Having been given a hint I have now completed this - I would never have got this on my own and obviously won't be submitting this one. I am annoyed with myself as there is a clear steer in the quotation, which I had noted but just couldn't see the names and didn't decode the very clever title. As ever, it's obvious now, though the shape is not quite what I was expecting.
I don't agree with TheBear69 that the preamble is misleading. He and others may have got the families prior to getting the shape, but it's not the logical way to proceed because there are too many variables. Cubic has provided a perfectly logical route and the preamble is correctly worded in accordance with this. I've made criticisms earlier, but this is one aspect of the puzzle that I find admirable.
If a quick grid stare produces results, then well and good, but like Scorpius I decided on the shape then experimented till it fitted with the required number of cells. Then it was fairly easy to spot the right hand family. One member of the left hand family stood out, and I suspect most solvers would recognise this name, but if you were not familiar with this name, as tilbee has said it would be a struggle without the Internet. That quibble apart, I thought this a perfectly reasonable Listener, OK with a fairly easy grid-fill, but with a fair selection of thematic elements that all fitted together.

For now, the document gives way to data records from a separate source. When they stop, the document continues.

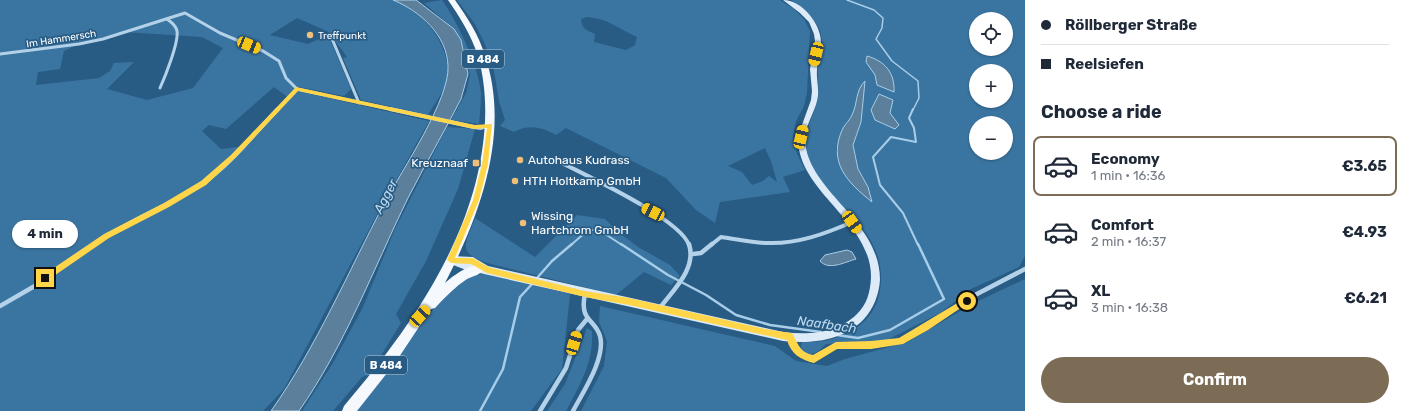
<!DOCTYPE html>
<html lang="en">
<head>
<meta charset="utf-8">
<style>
	body { margin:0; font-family:Rubik,sans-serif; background:#f6f6f7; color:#1f2937; height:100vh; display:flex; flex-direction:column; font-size:15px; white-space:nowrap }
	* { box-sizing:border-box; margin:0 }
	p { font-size:13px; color:#747a83 }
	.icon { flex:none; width:22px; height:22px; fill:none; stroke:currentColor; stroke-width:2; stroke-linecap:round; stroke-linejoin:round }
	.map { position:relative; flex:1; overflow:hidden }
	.details { display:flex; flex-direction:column; background:#fff; width:380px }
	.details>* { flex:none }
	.top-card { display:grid; align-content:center; height:88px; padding:0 16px; background:#fff }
	.tools { position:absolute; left:969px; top:12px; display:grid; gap:8px }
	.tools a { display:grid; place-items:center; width:44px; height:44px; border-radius:50%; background:#fff; box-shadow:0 1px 3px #0004; font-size:20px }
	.end { position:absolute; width:18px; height:18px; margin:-9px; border:5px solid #ffd54a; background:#111; box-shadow:0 0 0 2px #111 }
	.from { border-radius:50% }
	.bubble { position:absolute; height:28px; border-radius:14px; background:#fff; box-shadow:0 1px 3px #0004; font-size:13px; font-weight:700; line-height:28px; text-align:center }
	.car { position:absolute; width:12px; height:24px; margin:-12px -6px; border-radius:5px; box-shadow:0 0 3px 1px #0007; background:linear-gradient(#f5c518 24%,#345 0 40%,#f5c518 0 76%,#345 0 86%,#f5c518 0) }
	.top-card b { display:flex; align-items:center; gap:14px; height:38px; font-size:15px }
	.top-card b+b { border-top:1px solid #e0e1e3 }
	.top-card i { width:10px; height:10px; background:#1f2937 }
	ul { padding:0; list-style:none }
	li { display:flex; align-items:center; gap:12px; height:60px; margin:0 8px 6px; padding:0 8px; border:2px solid transparent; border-radius:8px }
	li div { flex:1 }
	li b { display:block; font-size:15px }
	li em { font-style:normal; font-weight:700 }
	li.selected { border-color:#7d6c55 }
	li>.icon { width:36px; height:36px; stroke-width:1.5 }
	h2 { padding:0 16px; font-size:18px; line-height:48px }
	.action { display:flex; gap:8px; margin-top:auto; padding:8px 16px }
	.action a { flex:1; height:46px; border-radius:24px; background:#7d6c55; color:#fff; font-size:16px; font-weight:700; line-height:46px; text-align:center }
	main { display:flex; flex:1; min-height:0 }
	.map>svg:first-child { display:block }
	.green { fill:#3a75a1; fill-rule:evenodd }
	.water { fill:#5c809c; stroke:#a7cde8 }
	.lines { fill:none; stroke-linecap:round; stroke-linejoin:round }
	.stream-far2 { stroke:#a7cde8; stroke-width:1.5 }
	.stream-far1 { stroke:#a7cde8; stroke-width:2 }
	.stream { stroke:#a7cde8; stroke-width:2.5 }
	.street-far2 { stroke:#b3d1e8; stroke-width:3 }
	.street-far1 { stroke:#b3d1e8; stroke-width:4 }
	.street { stroke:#b3d1e8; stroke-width:4.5 }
	.secondary { fill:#dcebf7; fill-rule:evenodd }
	.primary { fill:#f5f9fe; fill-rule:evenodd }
	.route { fill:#ffd54a }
	.poi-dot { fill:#efbf79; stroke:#285c85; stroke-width:1.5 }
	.labels { text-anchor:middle; stroke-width:3.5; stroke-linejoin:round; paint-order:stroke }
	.far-poi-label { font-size:10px; fill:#fff; stroke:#285c85; text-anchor:start }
	.far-street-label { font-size:10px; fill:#fff; stroke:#285c85 }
	.shield { fill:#285c85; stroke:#beceda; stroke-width:1 }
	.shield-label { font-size:11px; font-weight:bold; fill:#fff }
	.poi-label { font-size:12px; fill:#fff; stroke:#285c85; text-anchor:start }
	.water-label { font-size:13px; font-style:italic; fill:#bedbef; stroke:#285c85 }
</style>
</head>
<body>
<main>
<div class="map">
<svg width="1025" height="411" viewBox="0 0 1025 411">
	<rect width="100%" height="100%" fill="#285c85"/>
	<g class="green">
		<path d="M0 0H393C419 11 439 31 446 58 448 66 449 75 446 83 442 94 434 105 428 115L361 100 343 58 347 57 329 32 297 18 270 35 308 44 328 35 351 89 344 96 299 87 298 91 429 121 373 222 284 389 263 411H0ZM124 32 202 37 223 48 193 88 147 100 107 89 134 62 114 63 110 71 99 78 36 85 38 72 60 69 64 51 79 44ZM274 87 290 99 247 146 221 149 202 131 209 125 226 129Z"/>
		<path d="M442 0C457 21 479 67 481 93 481 103 480 114 479 124L451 120 466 93 470 75 461 40 454 29 424 3Z"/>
		<path d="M457 0H780L794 9 804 19 810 31 807 93 804 106 796 121 793 137 797 154 805 170 783 177 790 192 720 202 715 223 696 210 666 178 566 128 556 135C542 127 529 124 514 132L500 126 505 120 499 101 493 65 484 42 475 24ZM587 17C609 19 617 28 637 37L635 45 626 50 594 42 595 34C586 30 582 29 581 19ZM765 148 771 161 777 182 769 176 763 181 752 185 742 172 728 166Z"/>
		<path d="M791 0H1025V256L1019 267 971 289 940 313 887 340 826 344C817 353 811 358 800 350L802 342C827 343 853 336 869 316 877 306 880 295 881 282 883 220 820 204 807 152 802 132 813 120 817 102 820 90 817 78 818 66 819 58 822 50 822 42 822 23 805 10 791 0ZM976 19H1006V49H976ZM976 71H1006V101H976ZM864 82 861 122 853 145 858 169 868 187 872 202 836 150 843 128 853 114ZM976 123H1006V153H976Z"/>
		<path d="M447 127 475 129 458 189 426 261 396 314 401 323 369 375 362 377 333 411H302L333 363 363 307 395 229Z"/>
		<path d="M577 215 605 219 617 231 638 247 670 265 680 276 671 285 644 272 616 295 491 264C457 253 464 247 475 218L535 257Z"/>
		<path d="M489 274 570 294 562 369 531 411H357L433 309 457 282 468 275Z"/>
		<path d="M1025 279V411H581L604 366 607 341 599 322 600 306 775 346 796 361 827 366 845 359 908 342 974 303Z"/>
		<path d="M587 328 592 331C594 361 580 385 566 411H547L565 384Z"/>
	</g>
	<g class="water">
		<path d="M393 0H416L454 29 461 40 468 74 461 99C444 132 425 165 408 198 373 270 345 345 299 411H271C317 346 348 272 385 202 402 170 450 99 448 66 447 35 420 11 393 0Z"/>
		<path d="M867 56C885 61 895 73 894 92L877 85 875 75 866 62Z"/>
		<path d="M865 81 861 122 853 145 858 169 868 187 872 202C847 182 827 162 843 128 846 123 850 120 852 115 858 103 855 91 865 81Z"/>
		<path d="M879 94 893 100 890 113 899 125 895 129 875 120 871 110Z"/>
		<path d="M847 250 852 252 856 259C845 262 829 271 820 261L825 255Z"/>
	</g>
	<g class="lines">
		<path class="stream-far2" d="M847 0 874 10 883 18 882 28 876 39 892 61 918 81 919 98 913 110"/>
		<g class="stream-far1">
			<path d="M913 109 909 118 914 128 916 142 891 137 873 157 880 185 903 213 918 245"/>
			<path d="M571 245 588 230H599L622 245"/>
		</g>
		<g class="stream">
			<path d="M621 244 668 275 706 295 736 315 770 325 821 332"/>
			<path d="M537 278 552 261 572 244"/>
			<path d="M837 335 858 338 890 330 944 299 918 244"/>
			<path d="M480 411 503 369 520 297 533 283"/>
		</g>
		<g class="street-far2">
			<path d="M330 34 359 103"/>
			<path d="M0 54 79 44 103 39 185 13 220 33 263 51 279 61 286 78 297 89 395 110"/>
			<path d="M160 88C165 77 179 42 177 31 176 25 171 22 167 19"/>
			<path d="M277 110 297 89"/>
		</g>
		<g class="street-far1">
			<path d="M390 109 474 127 481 128 489 125"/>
			<path d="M562 163C589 177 680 219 689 245"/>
			<path d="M93 245C127 221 167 207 202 184 231 164 254 134 278 109"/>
			<path d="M711 245 721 237C737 239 752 243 768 243 797 244 825 234 852 222"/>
		</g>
		<g class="street">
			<path d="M693 254 701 253 712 244"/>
			<path d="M0 306 33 287 95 244"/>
			<path d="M659 309C673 290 697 269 689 244"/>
			<path d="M791 337 799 352 814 359 836 345H871L900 341 925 328 977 294 1025 269"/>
			<path d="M540 411 566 368 578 330 587 319"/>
			<path d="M573 411C583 392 606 358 600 336 595 319 579 321 585 294"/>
		</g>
		<path class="secondary" d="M783 0C802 0 821 24 821 42 821 52 817 61 817 70 816 80 820 90 817 101 814 113 807 123 805 136 804 191 880 218 880 280 879 294 874 308 864 319 843 341 812 344 783 341L466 270 448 263 447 260 448 257 451 256 473 257 488 266 783 332C809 335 837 334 857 314 867 304 870 293 871 278 872 220 796 192 798 136L811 100 812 91 810 69 815 41 814 34 809 22 800 13Z"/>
		<path class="primary" d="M448 0H455C467 17 479 35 485 56 511 132 480 215 445 283 453 276 471 262 482 266L483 269C481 275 473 276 467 279 455 287 445 297 435 308L431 309 395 363 357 411H342L344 406C412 326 480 231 485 121 486 100 484 77 478 56 471 35 460 17 448 0Z"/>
	</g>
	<path class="route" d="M296 87 474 125 492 124 488 164 479 200 455 258H473L488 267 585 291 629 298 765 329 791 333 793 334C798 345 801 353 813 355L836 342 871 341 899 338 964 299H969L971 301 928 330 903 344 871 349H837L814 363C801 360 791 354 787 340L629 305 585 297 487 273 471 264 451 263 447 260 473 200 482 164 487 128 474 129 298 91 235 158 206 185 169 207 109 238 48 280H42V276L104 234 164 203 201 181 231 155Z"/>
	<g class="poi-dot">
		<circle cx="310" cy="35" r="4"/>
		<circle cx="520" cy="160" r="4"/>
		<rect x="472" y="159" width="8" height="8" rx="2"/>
		<circle cx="515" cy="181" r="4"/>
		<circle cx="523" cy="223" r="4"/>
	</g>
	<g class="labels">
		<g class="far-poi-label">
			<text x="318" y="39">Treffpunkt</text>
		</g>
		<g class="far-street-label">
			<text transform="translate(61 38) rotate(-9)" y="4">Im Hammersch</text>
		</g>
		<g class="shield">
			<rect x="462" y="50" width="42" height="18" rx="3"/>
			<rect x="365" y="356" width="42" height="18" rx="3"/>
		</g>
		<g class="shield-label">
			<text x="483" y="63">B 484</text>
			<text x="386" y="369">B 484</text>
		</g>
		<g class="poi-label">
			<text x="528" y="164">Autohaus Kudrass</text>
			<text x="468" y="167" text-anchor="end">Kreuznaaf</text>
			<text x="523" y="185">HTH Holtkamp GmbH</text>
			<text x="531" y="220">Wissing<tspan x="531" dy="14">Hartchrom GmbH</tspan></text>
		</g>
		<g class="water-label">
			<text transform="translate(385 196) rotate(-63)" y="5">Agger</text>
			<text transform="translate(827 324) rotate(8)" y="5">Naafbach</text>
		</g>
	</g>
</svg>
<div class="tools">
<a><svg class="icon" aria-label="locate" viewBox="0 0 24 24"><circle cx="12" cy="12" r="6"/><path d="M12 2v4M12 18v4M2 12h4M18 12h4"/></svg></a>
<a>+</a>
<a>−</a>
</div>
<i class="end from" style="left:967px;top:301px"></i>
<i class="end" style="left:45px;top:278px"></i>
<div class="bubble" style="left:12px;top:220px;width:66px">4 min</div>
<i class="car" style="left:249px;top:45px;rotate:112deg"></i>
<i class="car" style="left:816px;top:54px;rotate:193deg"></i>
<i class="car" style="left:801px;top:137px;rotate:13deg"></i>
<i class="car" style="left:653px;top:212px;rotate:297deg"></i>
<i class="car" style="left:852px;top:222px;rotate:145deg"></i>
<i class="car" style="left:420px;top:316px;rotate:43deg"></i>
<i class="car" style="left:574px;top:343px;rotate:17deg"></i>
</div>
<section class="details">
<div class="top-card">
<b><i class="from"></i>Röllberger Straße</b>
<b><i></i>Reelsiefen</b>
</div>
<h2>Choose a ride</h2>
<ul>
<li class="selected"><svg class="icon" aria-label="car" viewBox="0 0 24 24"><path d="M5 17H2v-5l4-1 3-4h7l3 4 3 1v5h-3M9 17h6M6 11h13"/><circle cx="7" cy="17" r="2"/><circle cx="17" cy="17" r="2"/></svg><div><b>Economy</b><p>1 min · 16:36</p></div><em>€3.65</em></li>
<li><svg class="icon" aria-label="car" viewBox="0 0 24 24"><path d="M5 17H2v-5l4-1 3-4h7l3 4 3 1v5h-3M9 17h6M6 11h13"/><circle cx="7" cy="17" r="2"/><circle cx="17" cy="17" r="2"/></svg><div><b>Comfort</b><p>2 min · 16:37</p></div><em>€4.93</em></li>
<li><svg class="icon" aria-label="car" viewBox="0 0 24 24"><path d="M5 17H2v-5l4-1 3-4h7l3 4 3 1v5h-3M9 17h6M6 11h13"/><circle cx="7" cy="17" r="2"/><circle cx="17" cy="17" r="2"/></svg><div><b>XL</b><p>3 min · 16:38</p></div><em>€6.21</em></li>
</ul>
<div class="action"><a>Confirm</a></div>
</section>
</main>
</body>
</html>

Sorry to harp on about this, but it just might help someone who's still struggling to see the wood for the trees. Pace perseverer, experimentation, in the sense of trial and error, is not necessary. This part of the puzzle is an exercise in simple logic, based on two reasonable premises. I won't spell it out any more than that since I'd be breaching the prevailing code of ethics on this site (I hope I haven't been too specific already). Hopefully, someone will see precisely what I mean.
Well, I certainly made heavy weather of the word searching, but the final cascade of PDMs has put me in a much better mood about the whole thing. Very impressed by anyone getting the title first - in the end I did it in the prescribed order, just more carefully than my initial attempts to do it by eye. Am a little surprised that there wasn't any colouring involved in the final stages as the BRB seems quite specific on a certain aspect of the theme! A bit of a classic in the end for me, though - thanks Cubic.